Bu veriler kendi evinde Hindistan’ı daha da ileriye götüren dümen üzerinde istikrarlı bir el olarak imajını güçlendiriyor. Yurt dışında ise onun Hindu üstünlüğü yanlısı öğretisinin Hindistan’ın laik demokrasisine ve onun Müslüman ve Hristiyan azınlıklarına yönelik sistematik saldırılarına karşı potansiyel eleştirilerin susturulmasına yardımcı oluyor. Ancak Hindistan’ın sözde ekonomik mucizesine ilişkin algının, aynı zamanda verilerin hükümetin anlatısına uygun olarak yönetildiği ve rejim dostu medyanın ustaca desteklediği sıkı kontrol edilen bir bilgi ekosisteminin de ürünü olduğu gözden kaçmamalı. En basit istatistiksel gerçek şu ki Modi’nin ikinci dönemi Hindistan’ın 1990’ların başında piyasalarını liberalleştirmesinden bu yana GSYİH büyümesinin en düşük düzeyi gördü. Son 10 yılda kişi başına düşen gelir, Modi’nin selefi muhalefetteki Kongre Partisi’nden Manmohan Singh yönetimindeki 10 yılın yarısı kadar hızlı artarken, borsa getirileri de önceki 10 yıla göre daha düşük. Dahası, ekonominin dijitalleşmesi ve vergi tahsilatının iyileştirilmesi gibi Modi’ye atfedilen olumlu değişikliklerin çoğu, geçmiş eğilimlerin, politikaların ve teknolojik ilerlemenin devamı. Ve ekonominin genel durumu ile ilgili abartılı reklamların çoğu da rakamları incelediğinizde ortadan kalkmıyor.

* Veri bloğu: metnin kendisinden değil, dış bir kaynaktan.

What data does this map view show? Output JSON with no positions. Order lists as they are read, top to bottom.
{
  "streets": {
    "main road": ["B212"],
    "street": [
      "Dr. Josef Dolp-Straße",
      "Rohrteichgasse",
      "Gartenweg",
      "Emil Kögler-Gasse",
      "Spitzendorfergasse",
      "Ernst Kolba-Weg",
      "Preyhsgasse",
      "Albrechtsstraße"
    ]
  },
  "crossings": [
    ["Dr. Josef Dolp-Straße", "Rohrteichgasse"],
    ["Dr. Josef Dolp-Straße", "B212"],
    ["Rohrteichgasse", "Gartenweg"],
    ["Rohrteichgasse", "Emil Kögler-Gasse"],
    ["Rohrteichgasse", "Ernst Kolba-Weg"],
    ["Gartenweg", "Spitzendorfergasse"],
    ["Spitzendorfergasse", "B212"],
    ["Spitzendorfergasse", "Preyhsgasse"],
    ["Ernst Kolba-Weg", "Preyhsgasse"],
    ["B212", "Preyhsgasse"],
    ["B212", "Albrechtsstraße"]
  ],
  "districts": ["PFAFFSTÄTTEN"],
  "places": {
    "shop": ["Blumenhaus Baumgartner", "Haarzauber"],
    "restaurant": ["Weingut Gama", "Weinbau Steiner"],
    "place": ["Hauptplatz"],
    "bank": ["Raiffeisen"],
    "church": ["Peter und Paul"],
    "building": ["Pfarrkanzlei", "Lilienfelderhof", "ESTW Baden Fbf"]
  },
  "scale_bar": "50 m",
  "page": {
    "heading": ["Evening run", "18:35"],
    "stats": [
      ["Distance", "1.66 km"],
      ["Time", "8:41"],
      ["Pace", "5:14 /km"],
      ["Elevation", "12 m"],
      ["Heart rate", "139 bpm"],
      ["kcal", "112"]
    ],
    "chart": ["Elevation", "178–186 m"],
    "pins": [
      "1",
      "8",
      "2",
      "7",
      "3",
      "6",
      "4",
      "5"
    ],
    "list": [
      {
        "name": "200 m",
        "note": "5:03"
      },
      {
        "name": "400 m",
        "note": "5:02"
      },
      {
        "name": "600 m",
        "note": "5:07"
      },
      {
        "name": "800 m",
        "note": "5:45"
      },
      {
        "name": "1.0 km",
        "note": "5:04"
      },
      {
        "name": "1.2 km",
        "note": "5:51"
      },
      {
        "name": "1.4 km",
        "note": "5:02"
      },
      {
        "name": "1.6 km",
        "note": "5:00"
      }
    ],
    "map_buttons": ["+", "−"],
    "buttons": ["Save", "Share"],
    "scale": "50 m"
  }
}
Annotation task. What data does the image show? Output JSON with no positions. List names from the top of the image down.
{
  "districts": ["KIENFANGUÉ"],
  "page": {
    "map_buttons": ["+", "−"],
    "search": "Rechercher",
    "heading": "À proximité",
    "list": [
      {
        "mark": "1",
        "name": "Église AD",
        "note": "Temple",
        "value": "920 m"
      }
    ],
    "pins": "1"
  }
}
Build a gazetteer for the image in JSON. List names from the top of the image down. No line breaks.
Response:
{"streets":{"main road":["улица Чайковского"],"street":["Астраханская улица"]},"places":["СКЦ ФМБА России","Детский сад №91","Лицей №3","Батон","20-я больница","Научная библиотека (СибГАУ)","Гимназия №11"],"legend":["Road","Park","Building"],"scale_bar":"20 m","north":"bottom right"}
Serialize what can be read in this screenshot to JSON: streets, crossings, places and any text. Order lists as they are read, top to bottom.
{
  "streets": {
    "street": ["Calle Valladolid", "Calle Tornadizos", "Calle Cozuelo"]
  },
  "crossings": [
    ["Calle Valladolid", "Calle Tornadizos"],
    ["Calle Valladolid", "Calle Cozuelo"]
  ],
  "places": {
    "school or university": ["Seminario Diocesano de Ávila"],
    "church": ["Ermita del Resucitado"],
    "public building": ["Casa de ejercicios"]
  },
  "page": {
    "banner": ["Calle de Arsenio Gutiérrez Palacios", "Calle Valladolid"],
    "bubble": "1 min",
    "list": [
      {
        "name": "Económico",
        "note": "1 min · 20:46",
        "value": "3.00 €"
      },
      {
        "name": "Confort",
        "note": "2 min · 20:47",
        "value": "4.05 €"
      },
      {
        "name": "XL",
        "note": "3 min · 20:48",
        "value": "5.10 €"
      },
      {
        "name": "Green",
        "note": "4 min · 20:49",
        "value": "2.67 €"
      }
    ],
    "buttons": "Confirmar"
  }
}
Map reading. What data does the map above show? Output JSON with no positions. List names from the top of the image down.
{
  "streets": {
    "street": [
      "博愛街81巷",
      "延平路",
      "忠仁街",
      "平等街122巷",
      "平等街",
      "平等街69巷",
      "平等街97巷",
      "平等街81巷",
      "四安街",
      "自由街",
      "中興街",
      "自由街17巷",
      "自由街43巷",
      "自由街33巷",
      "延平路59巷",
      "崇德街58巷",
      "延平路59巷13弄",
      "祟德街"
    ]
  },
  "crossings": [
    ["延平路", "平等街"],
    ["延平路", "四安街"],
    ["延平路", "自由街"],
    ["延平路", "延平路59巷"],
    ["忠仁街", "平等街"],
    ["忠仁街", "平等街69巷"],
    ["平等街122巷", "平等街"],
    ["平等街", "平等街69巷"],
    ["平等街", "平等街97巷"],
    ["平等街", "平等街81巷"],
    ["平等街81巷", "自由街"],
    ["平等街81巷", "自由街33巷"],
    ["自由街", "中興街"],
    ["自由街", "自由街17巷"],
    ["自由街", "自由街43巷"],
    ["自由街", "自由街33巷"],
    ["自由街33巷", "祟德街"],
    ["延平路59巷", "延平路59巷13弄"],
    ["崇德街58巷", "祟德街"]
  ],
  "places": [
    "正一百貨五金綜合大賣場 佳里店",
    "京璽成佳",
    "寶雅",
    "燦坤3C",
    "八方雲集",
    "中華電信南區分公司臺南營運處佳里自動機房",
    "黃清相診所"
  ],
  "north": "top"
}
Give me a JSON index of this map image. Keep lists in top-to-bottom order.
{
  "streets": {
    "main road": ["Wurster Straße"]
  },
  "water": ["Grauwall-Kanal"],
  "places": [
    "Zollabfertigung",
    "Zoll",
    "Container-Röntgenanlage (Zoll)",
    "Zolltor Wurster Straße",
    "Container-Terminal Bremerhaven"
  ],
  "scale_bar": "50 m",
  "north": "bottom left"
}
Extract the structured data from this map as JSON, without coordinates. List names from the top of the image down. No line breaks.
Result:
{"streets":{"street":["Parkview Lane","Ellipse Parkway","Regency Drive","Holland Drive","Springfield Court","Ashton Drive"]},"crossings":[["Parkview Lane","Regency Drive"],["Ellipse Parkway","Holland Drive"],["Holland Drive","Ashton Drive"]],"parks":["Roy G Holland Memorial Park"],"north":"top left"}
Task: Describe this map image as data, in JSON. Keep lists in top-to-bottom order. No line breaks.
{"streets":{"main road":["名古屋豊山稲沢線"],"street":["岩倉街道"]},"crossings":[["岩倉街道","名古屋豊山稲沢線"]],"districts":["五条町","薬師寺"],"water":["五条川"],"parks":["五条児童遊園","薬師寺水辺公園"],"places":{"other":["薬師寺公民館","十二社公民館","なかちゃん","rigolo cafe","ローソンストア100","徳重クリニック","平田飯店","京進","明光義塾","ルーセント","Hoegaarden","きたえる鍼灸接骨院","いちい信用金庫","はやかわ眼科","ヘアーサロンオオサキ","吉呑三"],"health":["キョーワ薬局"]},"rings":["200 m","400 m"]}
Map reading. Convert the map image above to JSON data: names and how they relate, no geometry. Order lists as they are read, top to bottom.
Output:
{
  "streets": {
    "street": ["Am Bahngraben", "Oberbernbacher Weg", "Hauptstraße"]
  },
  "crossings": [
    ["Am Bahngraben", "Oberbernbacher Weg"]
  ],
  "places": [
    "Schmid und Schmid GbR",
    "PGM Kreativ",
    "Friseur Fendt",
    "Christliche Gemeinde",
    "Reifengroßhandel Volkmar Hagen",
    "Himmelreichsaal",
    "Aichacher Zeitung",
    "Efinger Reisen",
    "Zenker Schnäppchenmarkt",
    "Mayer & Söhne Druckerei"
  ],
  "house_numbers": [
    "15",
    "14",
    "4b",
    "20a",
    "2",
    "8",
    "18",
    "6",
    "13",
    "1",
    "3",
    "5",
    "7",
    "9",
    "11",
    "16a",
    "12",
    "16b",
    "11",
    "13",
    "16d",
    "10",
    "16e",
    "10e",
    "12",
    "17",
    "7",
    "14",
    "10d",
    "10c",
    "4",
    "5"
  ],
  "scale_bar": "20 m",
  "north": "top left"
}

Hindistan’da ekonomi artık büyük ölçüde büyük devlet yatırımları tarafından yönlendiriliyor. Tüketici malları piyasası, insanların temel gıda maddelerini azaltması ile durgun ve bu da ekonomik stresin sembolü. Hane halkı tasarrufları 47 yılın en düşük seviyesinde iken hane halkı borç seviyeleri rekor düzeyde olduğundan bankalar 20 yılın en kötü mevduat krizi ile mücadele ediyor. Kısacası bunlar tam olarak gelişen bir ekonominin işaretleri değil. Geçen mali yılda Hindistan’ın mal ihracatı yüzde 3, ham ithalatı ise yüzde 14 düştü. Ve işsizlik de yaygın. Ayrıca Modi’nin, çokça duyulan “Hindistan’da Üret” kampanyası ile Hindistan’ın üretim sektörünü artırma yönündeki tüm çabalara karşın imalatın GSYİH içindeki payı da düştü. Bu arada Hindistan’da tarım işçilerinin sayısı son dört yılda 60 milyon arttı. Yani tarım artık beş yıl öncesine göre daha fazla işçi istihdam ediyor; bu da sanayisizleşmeye işaret eden bir tersine dönüş anlamına geliyor. Öte yandan, veri manipülasyonu ile ilgili kaygılar da görülüyor. Bazı tahminlere göre Hindistan’da “ahtapot sınıfı” olarak isimlendirilen yaklaşık 1 milyon kişi şu anda ülke zenginliğinin yüzde 80’ini kontrol ediyor ve ulusal refah yanılsaması yaratıyor. Hindistan’daki ultra zenginlerin sayısı son 10 yılda 11 kat artarken ülke Küresel Açlık Endeksi’nde geriledi ve şu anda Kuzey Kore ile savaşın yıktığı Sudan’ın gerisinde yer alıyor. Sorunu kabul eden Modi hükümeti nüfusun yüzde 60’ına bedava tahıl veriyor. Kısacası Modi, Hindistan’ı parlatacak derin reformlara yönelik eğilimi veya yeteneği olduğunu öne sürmek için çok az şey yapmış gibi gözüküyor.
Sonuç yerine
Modi rejiminin favori haber spikerlerinden biri yakın zamanda ona “Nasıl formda kalıyorsunuz?” diye sormuştu. Yanıt olarak Modi, doğumunun “biyolojik” bir doğum olmadığı ve tükenmez enerjisinin yalnızca onu özel bir amaç için dünyaya gönderen ilahi kaynaklardan gelebileceği sonucuna vardığını söyledi. Bu Tanrı saplantısı, Hindutva destekçilerinin 1992 yılında 16’ncı yüzyıldan kalma bir cami olan Babri Mescidi’ni yerle bir ettiği tartışmalı bir alanda inşa edilen Ram Tapınağı’nın Ocak ayında yapılan şaşaalı açılış törenindeki ayrıntılı ve gösterişli gösterinin bir uzantısıdır. Ki tapınağın inşası uzun zamandır Hindu sağının en kıymet verdiği slogandı.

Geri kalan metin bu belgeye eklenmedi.